Problem to work on: Set down each line from the start of the material exactly, please, up to and including the one that contains "Annotation task. Give".

Information shown:
________
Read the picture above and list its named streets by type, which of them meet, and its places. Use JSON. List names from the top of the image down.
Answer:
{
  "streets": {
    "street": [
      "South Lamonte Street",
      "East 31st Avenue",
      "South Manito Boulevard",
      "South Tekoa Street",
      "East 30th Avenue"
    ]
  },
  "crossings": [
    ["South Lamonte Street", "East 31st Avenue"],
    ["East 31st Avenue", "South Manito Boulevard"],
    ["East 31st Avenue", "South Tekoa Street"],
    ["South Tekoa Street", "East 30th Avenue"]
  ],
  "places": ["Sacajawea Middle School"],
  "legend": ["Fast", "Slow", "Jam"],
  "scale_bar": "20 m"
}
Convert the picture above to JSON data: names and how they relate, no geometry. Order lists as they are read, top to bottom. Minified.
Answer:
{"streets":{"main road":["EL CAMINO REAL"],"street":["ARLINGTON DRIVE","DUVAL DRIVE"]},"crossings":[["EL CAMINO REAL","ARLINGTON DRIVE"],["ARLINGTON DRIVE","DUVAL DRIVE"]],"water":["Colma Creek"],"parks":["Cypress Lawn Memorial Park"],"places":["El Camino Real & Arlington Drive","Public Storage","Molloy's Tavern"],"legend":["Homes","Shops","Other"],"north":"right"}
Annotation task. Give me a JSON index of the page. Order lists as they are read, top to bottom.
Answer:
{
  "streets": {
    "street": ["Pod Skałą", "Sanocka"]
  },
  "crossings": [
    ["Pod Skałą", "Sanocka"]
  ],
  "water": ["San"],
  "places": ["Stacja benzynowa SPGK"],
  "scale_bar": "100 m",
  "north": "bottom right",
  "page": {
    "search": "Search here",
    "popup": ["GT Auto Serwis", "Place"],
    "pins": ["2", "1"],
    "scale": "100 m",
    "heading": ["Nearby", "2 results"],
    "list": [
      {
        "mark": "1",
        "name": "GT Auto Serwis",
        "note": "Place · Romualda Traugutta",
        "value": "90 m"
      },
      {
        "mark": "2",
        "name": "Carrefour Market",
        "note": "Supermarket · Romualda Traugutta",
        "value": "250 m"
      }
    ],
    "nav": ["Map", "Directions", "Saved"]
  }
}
________
Task response:
Read the picture above and list its named streets by type, which of them meet, and its places. Use JSON. List names from the top of the image down.
Answer:
{
  "streets": {
    "street": [
      "South Lamonte Street",
      "East 31st Avenue",
      "South Manito Boulevard",
      "South Tekoa Street",
      "East 30th Avenue"
    ]
  },
  "crossings": [
    ["South Lamonte Street", "East 31st Avenue"],
    ["East 31st Avenue", "South Manito Boulevard"],
    ["East 31st Avenue", "South Tekoa Street"],
    ["South Tekoa Street", "East 30th Avenue"]
  ],
  "places": ["Sacajawea Middle School"],
  "legend": ["Fast", "Slow", "Jam"],
  "scale_bar": "20 m"
}
Convert the picture above to JSON data: names and how they relate, no geometry. Order lists as they are read, top to bottom. Minified.
Answer:
{"streets":{"main road":["EL CAMINO REAL"],"street":["ARLINGTON DRIVE","DUVAL DRIVE"]},"crossings":[["EL CAMINO REAL","ARLINGTON DRIVE"],["ARLINGTON DRIVE","DUVAL DRIVE"]],"water":["Colma Creek"],"parks":["Cypress Lawn Memorial Park"],"places":["El Camino Real & Arlington Drive","Public Storage","Molloy's Tavern"],"legend":["Homes","Shops","Other"],"north":"right"}
Annotation task. Give me a JSON index of the page. Order lists as they are read, top to bottom.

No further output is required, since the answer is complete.